• What you need to do:
Leaving all pictures aside, copy exactly the lines from the start of the listing below through the line that contains "flex:1; height:80px; border-radius:14px;", and only those lines.

##### Material for this task

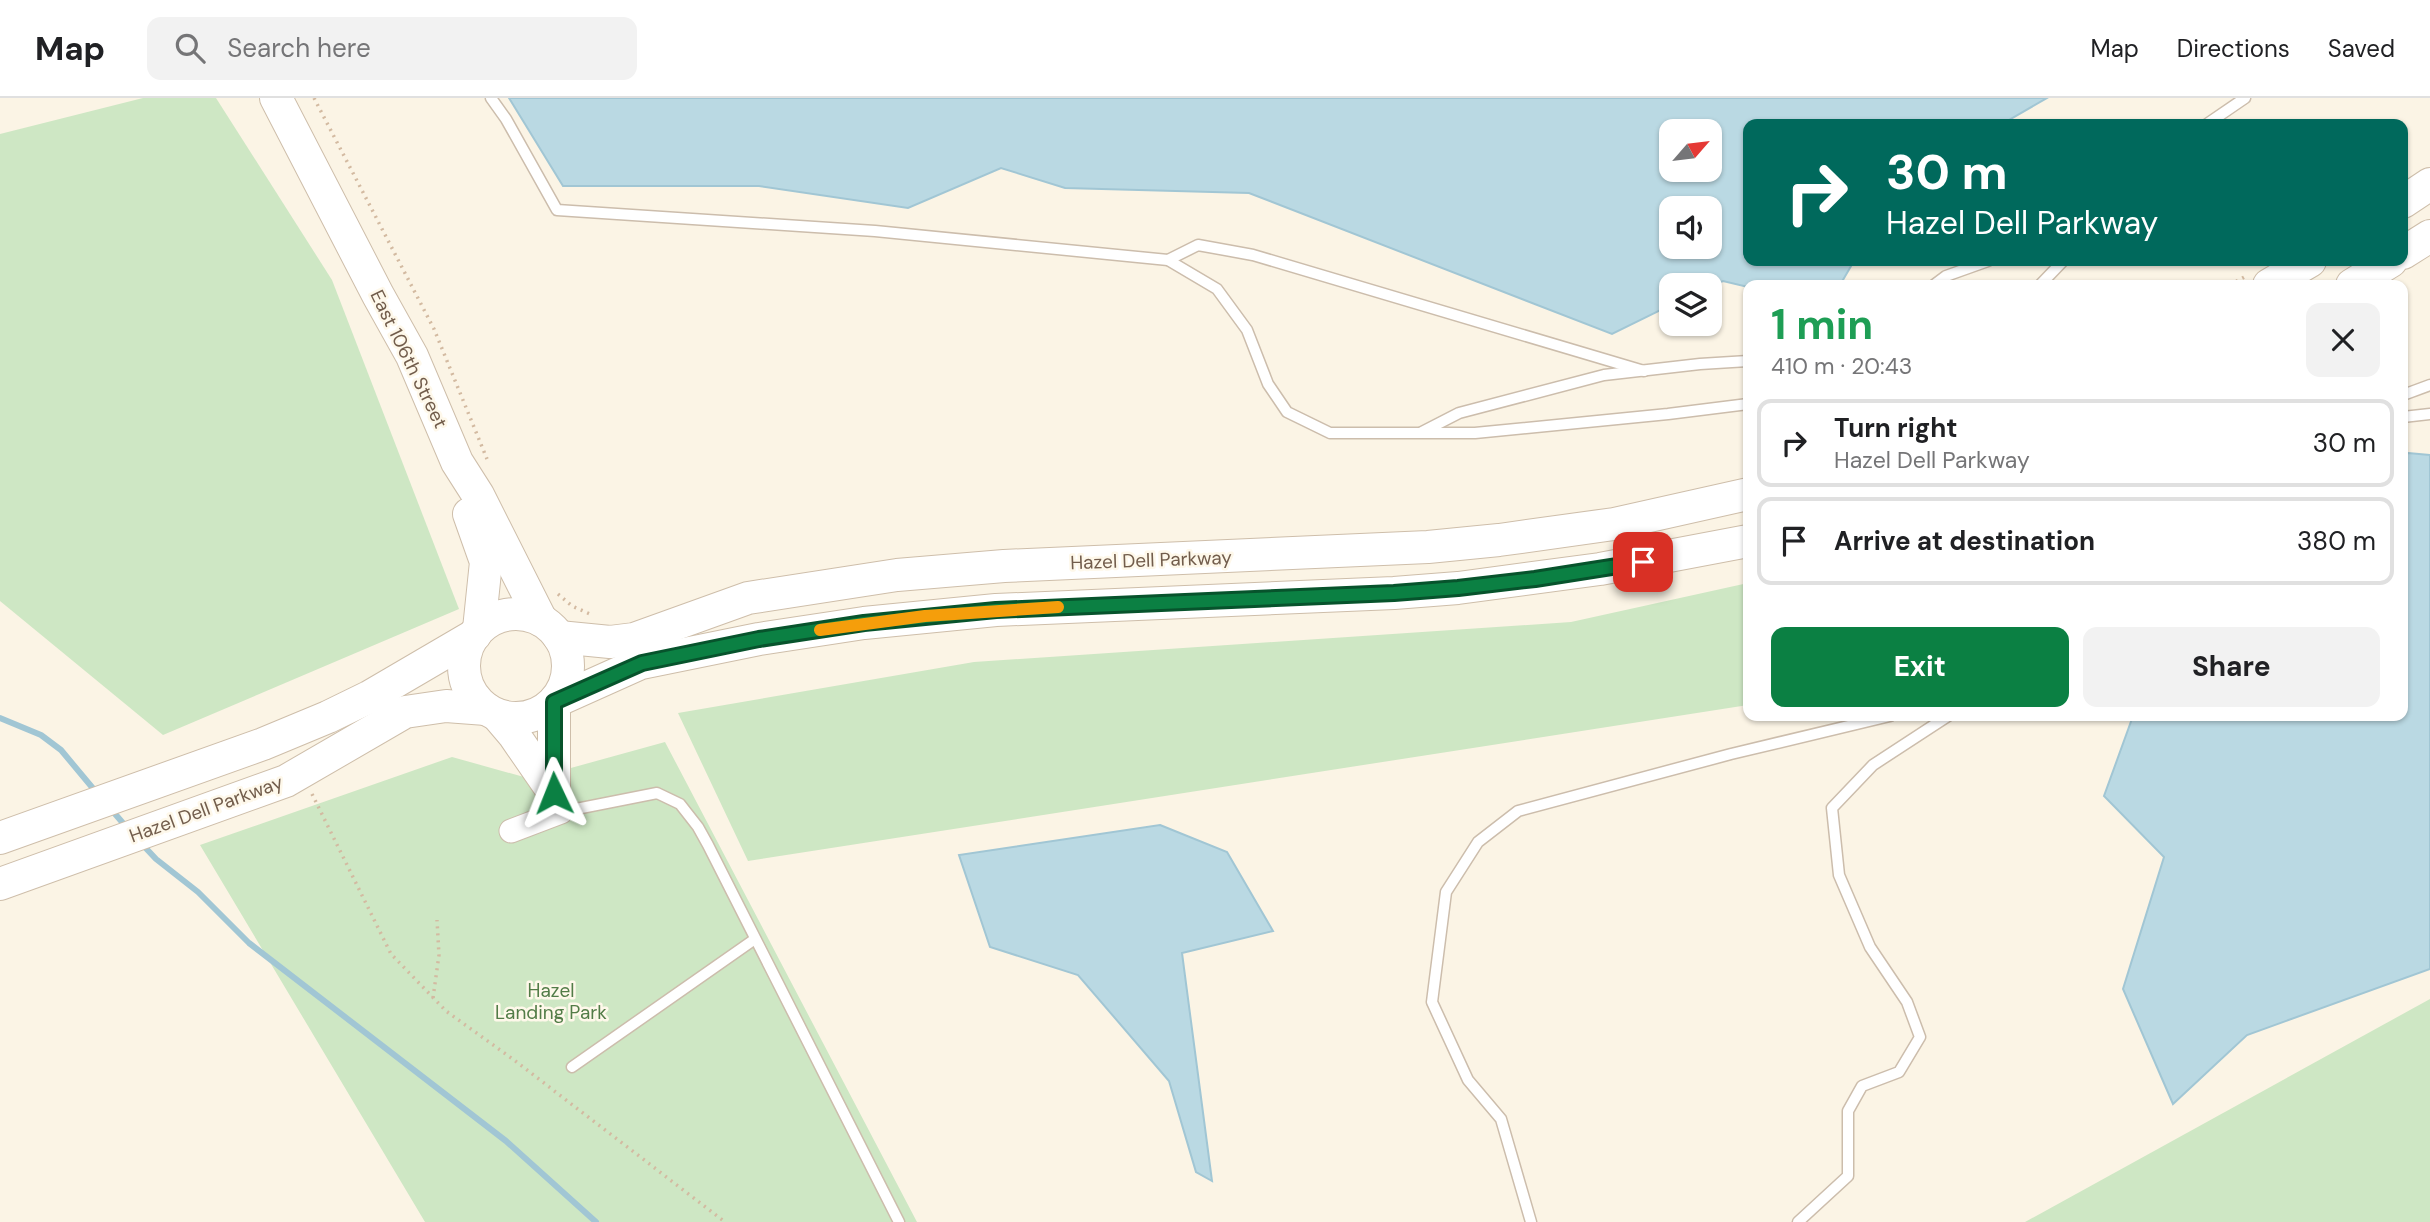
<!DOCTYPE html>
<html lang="en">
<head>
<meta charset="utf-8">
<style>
	:root { --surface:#fff; --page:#f2f2f2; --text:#202124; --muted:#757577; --line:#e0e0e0; --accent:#0b8043 }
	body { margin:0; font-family:"DM Sans",sans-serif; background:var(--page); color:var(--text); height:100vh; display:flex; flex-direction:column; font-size:26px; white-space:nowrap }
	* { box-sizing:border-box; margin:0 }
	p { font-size:23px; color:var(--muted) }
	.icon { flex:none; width:38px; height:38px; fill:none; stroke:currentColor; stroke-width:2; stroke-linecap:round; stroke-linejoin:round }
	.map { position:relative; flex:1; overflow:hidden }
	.details { position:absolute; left:1743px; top:182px; width:665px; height:441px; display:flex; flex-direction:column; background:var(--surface); border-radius:14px; box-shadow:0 2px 5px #0004 }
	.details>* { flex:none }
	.top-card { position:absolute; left:1743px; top:21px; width:665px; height:147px; border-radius:14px; box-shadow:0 2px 5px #0004; background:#00695c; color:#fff; overflow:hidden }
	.needle { width:46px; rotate:62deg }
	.controls { position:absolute; left:1659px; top:21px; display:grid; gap:14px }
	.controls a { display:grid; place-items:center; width:63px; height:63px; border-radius:14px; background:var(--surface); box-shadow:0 2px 5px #0004; font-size:35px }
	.pin { position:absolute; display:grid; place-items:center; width:60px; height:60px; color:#fff; margin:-30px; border-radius:14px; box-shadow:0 4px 10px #0006 }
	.me { position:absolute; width:77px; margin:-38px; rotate:358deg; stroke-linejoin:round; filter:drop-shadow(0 0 5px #0008) }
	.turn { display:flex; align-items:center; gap:24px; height:147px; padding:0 28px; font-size:32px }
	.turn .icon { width:91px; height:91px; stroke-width:2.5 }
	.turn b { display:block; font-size:49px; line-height:60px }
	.round { display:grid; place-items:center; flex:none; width:74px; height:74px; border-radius:14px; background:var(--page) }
	.overview { display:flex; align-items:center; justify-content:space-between; height:119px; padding:0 28px }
	h1 { font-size:42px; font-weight:700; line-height:52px; color:#1e9e55 }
	.cta { display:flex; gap:14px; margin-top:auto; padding:14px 28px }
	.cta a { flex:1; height:80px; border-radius:14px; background:var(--accent); color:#fff; font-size:28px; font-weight:700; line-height:80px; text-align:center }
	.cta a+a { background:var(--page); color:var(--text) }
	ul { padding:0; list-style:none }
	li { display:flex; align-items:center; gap:21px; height:88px; margin:0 14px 10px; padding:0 14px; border:4px solid var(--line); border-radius:14px }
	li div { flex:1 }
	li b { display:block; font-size:26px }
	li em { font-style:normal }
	header { display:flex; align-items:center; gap:42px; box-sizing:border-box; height:98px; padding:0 35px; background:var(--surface); border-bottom:2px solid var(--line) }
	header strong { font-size:33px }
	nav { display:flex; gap:38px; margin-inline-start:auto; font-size:24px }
	.search { width:490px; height:63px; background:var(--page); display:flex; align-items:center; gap:18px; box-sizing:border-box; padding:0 24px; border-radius:14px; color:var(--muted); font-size:26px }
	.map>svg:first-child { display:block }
</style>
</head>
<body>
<header>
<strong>Map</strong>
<div class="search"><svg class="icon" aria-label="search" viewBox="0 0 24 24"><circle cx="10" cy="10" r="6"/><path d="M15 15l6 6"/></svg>Search here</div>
<nav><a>Map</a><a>Directions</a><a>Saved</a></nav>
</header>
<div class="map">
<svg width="2430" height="1124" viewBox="0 0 2430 1124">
	<rect width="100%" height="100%" fill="#fbf4e5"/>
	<g fill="#cee7c4">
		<polygon points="143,0 216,0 332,182 459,511 163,637 0,503 0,36"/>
		<polygon points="1748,485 1748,607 748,763 678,615 974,564 1571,524"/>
		<polygon points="665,644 917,1124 425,1124 200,747 452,659 531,681"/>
		<polygon points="2430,901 2430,1124 2025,1124"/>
	</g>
	<g fill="#bad9e3" stroke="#a1c6d4" stroke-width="2" fill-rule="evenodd">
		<path d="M509,0H2047L2002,26H1748V163H1854L1840,187H1748V189L1723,183L1710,189V187H1671V207L1612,236L1249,95L1065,90L1001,70L908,110L759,88H563ZM1671,33H1710V72H1671ZM1671,110H1710V149H1671Z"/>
		<polygon points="2408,355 2430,357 2430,871 2247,937 2173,1006 2123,891 2164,759 2104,698 2133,618 2403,618 2403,357"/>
		<polygon points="1160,727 1227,754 1273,833 1182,855 1212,1083 1196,1074 1169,983 1078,877 990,849 959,757"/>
	</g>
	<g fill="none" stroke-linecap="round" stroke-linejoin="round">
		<g stroke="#a1c6d4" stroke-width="6">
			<polyline points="0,620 41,637 61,652 96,694"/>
			<polyline points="110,710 128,731"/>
			<polyline points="140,744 156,761 198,794 249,845 506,1043 596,1124"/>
		</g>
		<g stroke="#ccbdac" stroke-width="13">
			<g id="lane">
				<polyline points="491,0 506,21 557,112 875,133 1168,162 1217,191 1247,232 1268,286 1287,314 1330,335 1475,335 1668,316 1748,306"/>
				<polyline points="2207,26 2245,0"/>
				<polyline points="1168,162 1198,147 1253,157 1644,273"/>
				<polyline points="1934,187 1946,178 1988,163"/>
				<polyline points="2040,187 2063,163"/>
				<polyline points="2403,297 2430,287"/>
				<polyline points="2403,319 2430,316"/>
				<polyline points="1422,334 1459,315 1604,277 1700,266 1748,263"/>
				<polyline points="561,714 657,695 680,706 698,729 708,747 899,1124"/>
				<polyline points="572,969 755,841"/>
				<polyline points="1531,1124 1501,1021 1468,982 1432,904 1446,794 1478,744 1518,713 1731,656 1890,618"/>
				<polyline points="1798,1124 1848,1078 1848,1013 1862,988 1899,974 1920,939 1907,904 1870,849 1839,777 1832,710 1873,667 1948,618"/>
			</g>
		</g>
		<g stroke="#ccbdac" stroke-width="25">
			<polyline id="street" points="511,733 561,714 554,695"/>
		</g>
		<g stroke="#cebeaa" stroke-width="34">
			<g id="secondary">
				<polyline points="276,0 378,197 412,258 457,364 478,397 541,522"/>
				<polyline points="2403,104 2430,86"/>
				<polyline points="2403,155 2430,138"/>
				<polyline points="2269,187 2310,163"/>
				<polyline points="2352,187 2391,163"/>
				<polyline points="469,416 486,464 479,531"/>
				<circle cx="516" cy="568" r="52"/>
				<polyline points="559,539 610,544 634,541 748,500 897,477 1004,468 1428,449 1499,442 1614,426 1748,396"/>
				<polyline points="497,617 514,637 554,695"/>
				<polyline points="554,695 554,604 641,565 759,541 864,525 996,512 1394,495 1458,490 1600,471 1748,443"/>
				<polyline points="0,740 263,646 328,619 369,599 475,537"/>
				<polyline points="0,786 286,683 405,614 446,608 486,611"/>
			</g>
		</g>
		<g stroke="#d3baa1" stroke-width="3.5" stroke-dasharray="2 5" stroke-linecap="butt">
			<polyline points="314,0 434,231 487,361"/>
			<polyline points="2230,187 2246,178"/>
			<polyline points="558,496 572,508 590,516"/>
			<polyline points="312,696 391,856 446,913 514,962 725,1124"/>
			<polyline points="433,900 439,857 437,822"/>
		</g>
		<use href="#lane" stroke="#fff" stroke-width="10"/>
		<use href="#street" stroke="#fff" stroke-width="23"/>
		<use href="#secondary" stroke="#fff" stroke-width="32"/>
	</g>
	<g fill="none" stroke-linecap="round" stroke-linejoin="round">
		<g stroke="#07532c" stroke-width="18">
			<polyline id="route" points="554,695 554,604 642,565 759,541 864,525 996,512 1394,495 1458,490 1535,481 1643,464"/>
		</g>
		<use href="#route" stroke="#0b8043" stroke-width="12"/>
		<polyline stroke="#f59e0b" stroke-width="12" points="820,532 925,518 1058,509"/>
	</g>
	<g text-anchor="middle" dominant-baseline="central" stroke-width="5" stroke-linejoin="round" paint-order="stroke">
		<g font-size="19" fill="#725d4c" stroke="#fef8ea">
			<text transform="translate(409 261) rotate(64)">East 106th Street</text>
			<text transform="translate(1151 462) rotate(-2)">Hazel Dell Parkway</text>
			<text transform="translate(206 711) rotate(-20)">Hazel Dell Parkway</text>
		</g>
		<g font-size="19" fill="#527c47" stroke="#fef8ea">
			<text x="551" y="892">Hazel<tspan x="551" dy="22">Landing Park</tspan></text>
		</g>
	</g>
</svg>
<div class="controls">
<a><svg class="needle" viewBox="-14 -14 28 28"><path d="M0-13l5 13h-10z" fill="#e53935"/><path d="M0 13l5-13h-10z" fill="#757577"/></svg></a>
<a><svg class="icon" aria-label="sound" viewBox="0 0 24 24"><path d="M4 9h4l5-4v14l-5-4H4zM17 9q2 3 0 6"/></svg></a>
<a><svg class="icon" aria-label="layers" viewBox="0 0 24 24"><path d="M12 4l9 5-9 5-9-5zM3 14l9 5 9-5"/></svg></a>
</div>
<div class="pin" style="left:1643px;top:464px;background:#d93025"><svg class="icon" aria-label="arrive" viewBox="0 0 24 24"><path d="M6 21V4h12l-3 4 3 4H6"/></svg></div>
<svg class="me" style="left:554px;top:695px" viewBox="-20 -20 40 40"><path d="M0-17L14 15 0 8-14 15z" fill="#0b8043" stroke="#fff" stroke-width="4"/></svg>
<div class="top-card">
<div class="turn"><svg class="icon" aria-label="right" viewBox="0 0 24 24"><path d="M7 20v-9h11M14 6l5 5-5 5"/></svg><div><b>30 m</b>Hazel Dell Parkway</div></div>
</div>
<section class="details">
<div class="overview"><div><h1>1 min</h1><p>410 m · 20:43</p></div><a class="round"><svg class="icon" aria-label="close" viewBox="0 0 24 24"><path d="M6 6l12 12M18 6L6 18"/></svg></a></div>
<ul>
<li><svg class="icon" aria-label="right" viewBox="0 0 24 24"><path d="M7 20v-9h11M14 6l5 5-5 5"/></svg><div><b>Turn right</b><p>Hazel Dell Parkway</p></div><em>30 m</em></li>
<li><svg class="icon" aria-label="arrive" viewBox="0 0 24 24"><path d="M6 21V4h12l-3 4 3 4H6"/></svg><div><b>Arrive at destination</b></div><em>380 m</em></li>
</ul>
<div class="cta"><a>Exit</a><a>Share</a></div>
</section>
</div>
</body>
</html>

##########

• Completed task:
<!DOCTYPE html>
<html lang="en">
<head>
<meta charset="utf-8">
<style>
	:root { --surface:#fff; --page:#f2f2f2; --text:#202124; --muted:#757577; --line:#e0e0e0; --accent:#0b8043 }
	body { margin:0; font-family:"DM Sans",sans-serif; background:var(--page); color:var(--text); height:100vh; display:flex; flex-direction:column; font-size:26px; white-space:nowrap }
	* { box-sizing:border-box; margin:0 }
	p { font-size:23px; color:var(--muted) }
	.icon { flex:none; width:38px; height:38px; fill:none; stroke:currentColor; stroke-width:2; stroke-linecap:round; stroke-linejoin:round }
	.map { position:relative; flex:1; overflow:hidden }
	.details { position:absolute; left:1743px; top:182px; width:665px; height:441px; display:flex; flex-direction:column; background:var(--surface); border-radius:14px; box-shadow:0 2px 5px #0004 }
	.details>* { flex:none }
	.top-card { position:absolute; left:1743px; top:21px; width:665px; height:147px; border-radius:14px; box-shadow:0 2px 5px #0004; background:#00695c; color:#fff; overflow:hidden }
	.needle { width:46px; rotate:62deg }
	.controls { position:absolute; left:1659px; top:21px; display:grid; gap:14px }
	.controls a { display:grid; place-items:center; width:63px; height:63px; border-radius:14px; background:var(--surface); box-shadow:0 2px 5px #0004; font-size:35px }
	.pin { position:absolute; display:grid; place-items:center; width:60px; height:60px; color:#fff; margin:-30px; border-radius:14px; box-shadow:0 4px 10px #0006 }
	.me { position:absolute; width:77px; margin:-38px; rotate:358deg; stroke-linejoin:round; filter:drop-shadow(0 0 5px #0008) }
	.turn { display:flex; align-items:center; gap:24px; height:147px; padding:0 28px; font-size:32px }
	.turn .icon { width:91px; height:91px; stroke-width:2.5 }
	.turn b { display:block; font-size:49px; line-height:60px }
	.round { display:grid; place-items:center; flex:none; width:74px; height:74px; border-radius:14px; background:var(--page) }
	.overview { display:flex; align-items:center; justify-content:space-between; height:119px; padding:0 28px }
	h1 { font-size:42px; font-weight:700; line-height:52px; color:#1e9e55 }
	.cta { display:flex; gap:14px; margin-top:auto; padding:14px 28px }
	.cta a { flex:1; height:80px; border-radius:14px; background:var(--accent); color:#fff; font-size:28px; font-weight:700; line-height:80px; text-align:center }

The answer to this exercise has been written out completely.